◆ **Requirement**
Keep only the lines from the start of the data through the line containing "position:absolute; left:18px; top:924px;", and output them exactly.

═════ Records to process

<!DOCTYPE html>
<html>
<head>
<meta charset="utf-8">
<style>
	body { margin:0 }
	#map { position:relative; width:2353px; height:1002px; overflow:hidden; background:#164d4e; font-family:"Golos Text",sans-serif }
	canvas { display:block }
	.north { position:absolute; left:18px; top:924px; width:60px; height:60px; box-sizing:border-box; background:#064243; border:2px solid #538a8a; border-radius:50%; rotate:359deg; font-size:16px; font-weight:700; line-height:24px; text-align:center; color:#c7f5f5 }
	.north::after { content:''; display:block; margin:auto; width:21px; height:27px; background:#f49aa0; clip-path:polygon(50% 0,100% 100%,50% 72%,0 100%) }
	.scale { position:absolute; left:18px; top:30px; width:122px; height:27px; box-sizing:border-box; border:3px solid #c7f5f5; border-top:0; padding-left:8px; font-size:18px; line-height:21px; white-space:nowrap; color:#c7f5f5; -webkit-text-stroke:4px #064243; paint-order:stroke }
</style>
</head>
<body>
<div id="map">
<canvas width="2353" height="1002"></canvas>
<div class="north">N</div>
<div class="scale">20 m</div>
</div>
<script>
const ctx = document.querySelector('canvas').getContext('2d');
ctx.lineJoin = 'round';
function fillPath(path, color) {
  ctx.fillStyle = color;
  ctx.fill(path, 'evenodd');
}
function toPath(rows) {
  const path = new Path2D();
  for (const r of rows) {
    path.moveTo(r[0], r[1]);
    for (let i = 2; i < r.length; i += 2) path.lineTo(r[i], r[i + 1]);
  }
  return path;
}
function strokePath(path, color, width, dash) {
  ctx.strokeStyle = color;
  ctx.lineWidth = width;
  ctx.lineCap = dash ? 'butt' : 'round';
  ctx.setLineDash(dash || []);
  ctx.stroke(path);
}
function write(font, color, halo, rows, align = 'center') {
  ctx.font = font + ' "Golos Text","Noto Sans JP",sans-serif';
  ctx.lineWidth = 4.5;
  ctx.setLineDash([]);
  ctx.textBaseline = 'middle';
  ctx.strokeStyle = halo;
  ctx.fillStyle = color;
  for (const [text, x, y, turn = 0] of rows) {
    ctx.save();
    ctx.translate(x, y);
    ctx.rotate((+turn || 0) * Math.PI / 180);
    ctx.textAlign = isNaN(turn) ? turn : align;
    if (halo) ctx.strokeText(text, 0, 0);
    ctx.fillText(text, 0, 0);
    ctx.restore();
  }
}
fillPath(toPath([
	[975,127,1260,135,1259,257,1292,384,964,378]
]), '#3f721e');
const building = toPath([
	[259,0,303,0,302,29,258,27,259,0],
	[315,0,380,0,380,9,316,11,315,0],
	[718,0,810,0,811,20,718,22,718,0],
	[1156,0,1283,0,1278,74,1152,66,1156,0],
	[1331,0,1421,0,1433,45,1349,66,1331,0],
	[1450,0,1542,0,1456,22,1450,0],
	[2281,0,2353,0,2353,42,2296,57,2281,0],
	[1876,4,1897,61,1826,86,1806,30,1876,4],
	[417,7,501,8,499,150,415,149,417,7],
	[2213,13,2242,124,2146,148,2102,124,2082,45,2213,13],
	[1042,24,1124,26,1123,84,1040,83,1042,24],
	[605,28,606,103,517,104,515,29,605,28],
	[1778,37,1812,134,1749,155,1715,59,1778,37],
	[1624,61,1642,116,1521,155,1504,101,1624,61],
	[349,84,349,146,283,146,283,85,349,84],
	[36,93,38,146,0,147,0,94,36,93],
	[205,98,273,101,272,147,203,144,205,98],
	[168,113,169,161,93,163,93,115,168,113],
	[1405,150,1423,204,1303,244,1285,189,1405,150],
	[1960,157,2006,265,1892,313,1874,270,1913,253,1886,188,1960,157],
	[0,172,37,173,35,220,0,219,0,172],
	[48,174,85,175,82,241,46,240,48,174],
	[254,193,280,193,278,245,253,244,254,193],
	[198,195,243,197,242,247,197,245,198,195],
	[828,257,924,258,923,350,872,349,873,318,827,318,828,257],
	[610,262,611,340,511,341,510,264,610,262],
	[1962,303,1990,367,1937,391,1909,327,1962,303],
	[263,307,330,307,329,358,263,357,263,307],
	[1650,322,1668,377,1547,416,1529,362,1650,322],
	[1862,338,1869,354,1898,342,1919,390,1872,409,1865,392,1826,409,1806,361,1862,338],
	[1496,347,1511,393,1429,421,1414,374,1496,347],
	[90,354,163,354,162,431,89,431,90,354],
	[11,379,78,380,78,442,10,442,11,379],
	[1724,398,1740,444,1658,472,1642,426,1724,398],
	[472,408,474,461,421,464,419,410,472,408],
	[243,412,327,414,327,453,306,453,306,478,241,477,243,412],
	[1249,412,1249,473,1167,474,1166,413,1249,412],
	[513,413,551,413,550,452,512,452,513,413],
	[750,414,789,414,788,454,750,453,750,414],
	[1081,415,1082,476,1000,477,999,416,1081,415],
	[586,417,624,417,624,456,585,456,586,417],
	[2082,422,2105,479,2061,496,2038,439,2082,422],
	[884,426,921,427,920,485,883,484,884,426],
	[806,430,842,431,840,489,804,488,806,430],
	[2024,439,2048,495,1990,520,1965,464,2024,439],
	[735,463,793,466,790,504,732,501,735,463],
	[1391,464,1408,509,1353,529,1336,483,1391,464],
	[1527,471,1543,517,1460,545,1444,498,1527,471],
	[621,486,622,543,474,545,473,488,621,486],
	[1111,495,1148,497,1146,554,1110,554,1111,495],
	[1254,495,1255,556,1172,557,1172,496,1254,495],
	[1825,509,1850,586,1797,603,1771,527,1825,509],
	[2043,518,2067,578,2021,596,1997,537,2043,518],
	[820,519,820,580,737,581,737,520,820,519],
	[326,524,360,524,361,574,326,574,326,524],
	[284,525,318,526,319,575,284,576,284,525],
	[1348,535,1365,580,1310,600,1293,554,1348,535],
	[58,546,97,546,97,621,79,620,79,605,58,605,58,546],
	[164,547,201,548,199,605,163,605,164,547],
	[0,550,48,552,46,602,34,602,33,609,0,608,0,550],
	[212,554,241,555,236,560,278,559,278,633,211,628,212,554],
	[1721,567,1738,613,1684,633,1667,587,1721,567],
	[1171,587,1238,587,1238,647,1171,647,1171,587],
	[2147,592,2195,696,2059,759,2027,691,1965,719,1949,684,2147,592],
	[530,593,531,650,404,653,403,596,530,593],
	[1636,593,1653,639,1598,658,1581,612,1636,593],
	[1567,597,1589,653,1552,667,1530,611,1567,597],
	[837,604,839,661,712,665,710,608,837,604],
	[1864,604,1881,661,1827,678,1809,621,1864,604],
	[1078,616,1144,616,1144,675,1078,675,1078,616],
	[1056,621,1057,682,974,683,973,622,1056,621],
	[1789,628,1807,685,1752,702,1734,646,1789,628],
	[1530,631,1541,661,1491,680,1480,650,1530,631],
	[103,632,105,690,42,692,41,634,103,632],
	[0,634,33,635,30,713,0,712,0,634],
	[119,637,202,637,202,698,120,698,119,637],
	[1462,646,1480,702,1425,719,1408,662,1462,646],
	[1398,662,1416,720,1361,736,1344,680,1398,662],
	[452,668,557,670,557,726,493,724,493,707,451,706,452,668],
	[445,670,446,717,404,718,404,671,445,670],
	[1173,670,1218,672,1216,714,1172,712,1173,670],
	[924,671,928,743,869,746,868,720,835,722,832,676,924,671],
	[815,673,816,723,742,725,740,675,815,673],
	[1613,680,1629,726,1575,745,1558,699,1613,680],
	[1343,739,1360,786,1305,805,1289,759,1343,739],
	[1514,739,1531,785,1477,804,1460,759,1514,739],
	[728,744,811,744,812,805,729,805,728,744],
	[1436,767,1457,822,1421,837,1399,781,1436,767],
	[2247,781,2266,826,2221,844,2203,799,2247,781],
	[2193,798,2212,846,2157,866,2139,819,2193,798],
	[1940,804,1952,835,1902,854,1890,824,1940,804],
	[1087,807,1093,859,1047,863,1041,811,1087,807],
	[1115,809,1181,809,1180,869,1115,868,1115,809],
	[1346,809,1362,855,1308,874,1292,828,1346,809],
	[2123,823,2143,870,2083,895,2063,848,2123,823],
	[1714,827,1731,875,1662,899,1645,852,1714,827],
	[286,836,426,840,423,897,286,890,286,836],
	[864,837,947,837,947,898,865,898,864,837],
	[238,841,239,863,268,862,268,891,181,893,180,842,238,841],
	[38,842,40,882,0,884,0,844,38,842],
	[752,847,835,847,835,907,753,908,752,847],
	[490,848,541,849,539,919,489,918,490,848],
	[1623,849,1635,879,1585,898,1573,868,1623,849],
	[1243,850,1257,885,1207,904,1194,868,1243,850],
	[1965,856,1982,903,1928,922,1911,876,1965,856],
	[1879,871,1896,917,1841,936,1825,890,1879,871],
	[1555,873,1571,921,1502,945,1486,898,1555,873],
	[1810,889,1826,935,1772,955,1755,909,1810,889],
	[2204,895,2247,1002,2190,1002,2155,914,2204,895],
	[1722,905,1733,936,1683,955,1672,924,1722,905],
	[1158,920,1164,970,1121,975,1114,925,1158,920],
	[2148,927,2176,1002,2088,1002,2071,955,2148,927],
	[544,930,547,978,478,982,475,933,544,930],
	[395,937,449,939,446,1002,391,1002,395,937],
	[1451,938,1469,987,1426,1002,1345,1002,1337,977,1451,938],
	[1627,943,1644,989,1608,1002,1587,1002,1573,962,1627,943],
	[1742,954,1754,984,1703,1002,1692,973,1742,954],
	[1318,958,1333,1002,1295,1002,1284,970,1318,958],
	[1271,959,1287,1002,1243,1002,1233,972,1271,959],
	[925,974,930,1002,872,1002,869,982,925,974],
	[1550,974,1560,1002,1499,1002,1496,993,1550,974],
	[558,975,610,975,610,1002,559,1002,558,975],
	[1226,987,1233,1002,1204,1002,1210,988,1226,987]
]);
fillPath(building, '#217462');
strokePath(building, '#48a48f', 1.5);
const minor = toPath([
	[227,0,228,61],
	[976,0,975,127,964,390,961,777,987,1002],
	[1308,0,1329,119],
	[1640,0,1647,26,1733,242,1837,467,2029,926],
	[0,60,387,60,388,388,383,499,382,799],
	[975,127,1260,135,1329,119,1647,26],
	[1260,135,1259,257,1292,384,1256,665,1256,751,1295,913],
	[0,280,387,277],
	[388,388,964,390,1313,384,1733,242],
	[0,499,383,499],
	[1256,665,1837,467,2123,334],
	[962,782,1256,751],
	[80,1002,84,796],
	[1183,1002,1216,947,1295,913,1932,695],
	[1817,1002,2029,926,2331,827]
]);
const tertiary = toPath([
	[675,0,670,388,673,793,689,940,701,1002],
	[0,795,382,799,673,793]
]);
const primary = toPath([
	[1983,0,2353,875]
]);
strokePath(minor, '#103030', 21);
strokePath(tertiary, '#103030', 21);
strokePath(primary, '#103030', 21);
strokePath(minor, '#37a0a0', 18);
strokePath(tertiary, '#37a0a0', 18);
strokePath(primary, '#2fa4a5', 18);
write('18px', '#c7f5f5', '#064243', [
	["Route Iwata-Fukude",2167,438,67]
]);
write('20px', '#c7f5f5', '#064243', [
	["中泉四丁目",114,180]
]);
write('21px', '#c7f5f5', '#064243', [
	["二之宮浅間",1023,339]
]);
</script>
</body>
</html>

══════════

◆ **Solution to the problem**
<!DOCTYPE html>
<html>
<head>
<meta charset="utf-8">
<style>
	body { margin:0 }
	#map { position:relative; width:2353px; height:1002px; overflow:hidden; background:#164d4e; font-family:"Golos Text",sans-serif }
	canvas { display:block }
	.north { position:absolute; left:18px; top:924px; width:60px; height:60px; box-sizing:border-box; background:#064243; border:2px solid #538a8a; border-radius:50%; rotate:359deg; font-size:16px; font-weight:700; line-height:24px; text-align:center; color:#c7f5f5 }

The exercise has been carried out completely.